I have a data set in which I am trying to find outliers. I am using python libraries to get the Z-score value using below code :

`df['z_score']=stats.zscore(df[column_Name]) new_df=df.loc[df['z_score'].abs()>3] `

Now the problem is that I get a good percent of my sample data which is having Z-Score > 3 or <-3. And due to which I cant drop it.

So, I checked the Z-Scores for all these columns and rows. The value of Z-Score is ranging from -17 to +20. Is it normal to get so high values of Z-Scores. And what does it shows about my data?

And in this case, how should I proceed, clearly I cant have Z-Score compared with 3. So, how do we do this in real world.

I am new to data science, I googled but did not find much help regarding this. So any leads will be appreciated.

Also, I am not able to understand this range of -5 to 10 which gets displayed at the bottom of box plot. If I look at that, it looks like the data beyond this value of -5 to 10 is my outlier.

**Contents**hide

#### Best Answer

This is totally fine. It might be inconvenient, but it doesn’t meant that there’s something wrong with the data.

What it means is that your data set is more prone to extreme observations than a normal distribution with the same variance. For a norma distribution, you have about a $0.06%$ chance of getting an observation with a z-score of magnitude greater than $3$, and it’s extraordinarily unusual to observe z-scores with magnitudes like $17$ and $20$.

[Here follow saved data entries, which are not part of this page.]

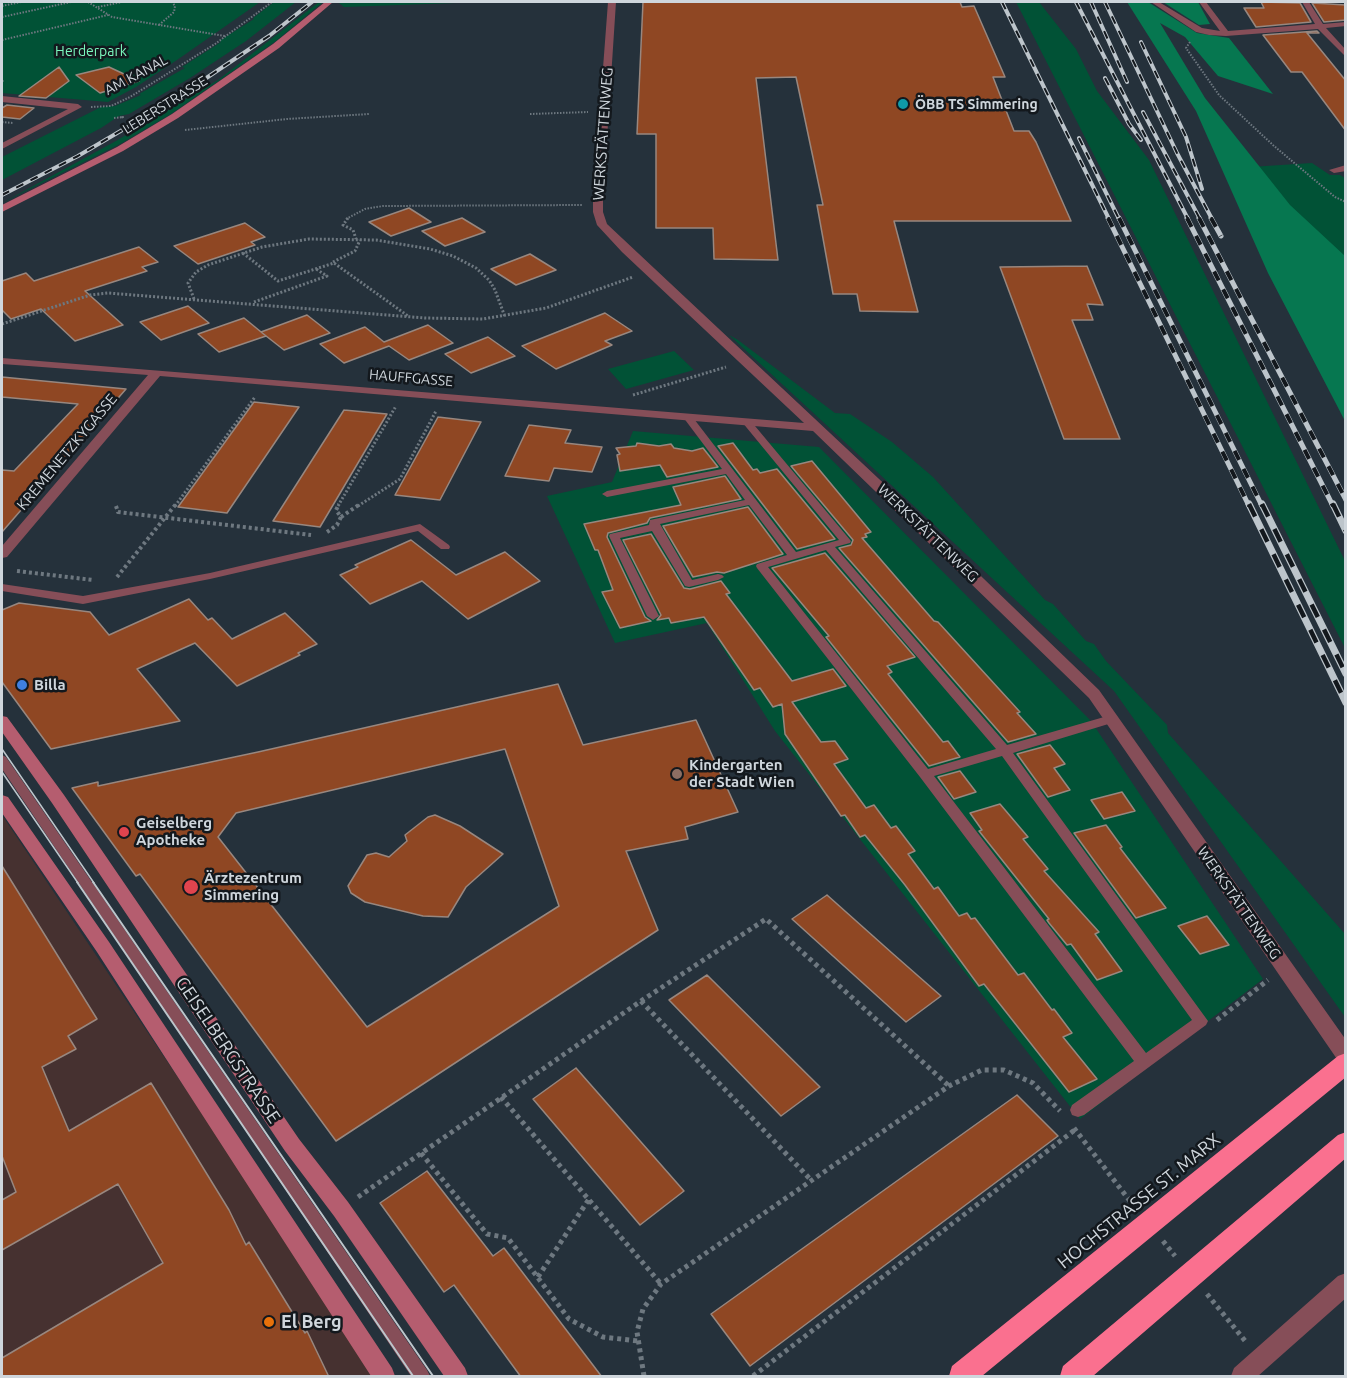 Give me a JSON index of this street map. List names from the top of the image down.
{
  "streets": {
    "highway": ["HOCHSTRASSE ST. MARX"],
    "main road": ["LEBERSTRASSE", "GEISELBERGSTRASSE"],
    "street": ["WERKSTÄTTENWEG", "HAUFFGASSE", "KREMENETZKYGASSE"],
    "path": ["AM KANAL"]
  },
  "crossings": [
    ["WERKSTÄTTENWEG", "HAUFFGASSE"],
    ["HAUFFGASSE", "KREMENETZKYGASSE"]
  ],
  "parks": ["Herderpark"],
  "places": [
    "ÖBB TS Simmering",
    "Billa",
    "Kindergarten der Stadt Wien",
    "Geiselberg Apotheke",
    "Ärztezentrum Simmering",
    "El Berg"
  ]
}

So you don’t have a normal distribution.

This is related to a quantity called *kurtosis*, which quantifies the propensity of a distribution to have extreme values. Every normal distribution has a kurtosis of $3$. If you stick your data into R and call kurtosis in the moments package, I would expect you to get quite a bit higher value than 3. The Python implementation, since you’re into Python, is scipy.stats.kurtosis, though I think scipy subtracts 3 to give you the so-called *excess kurtosis*.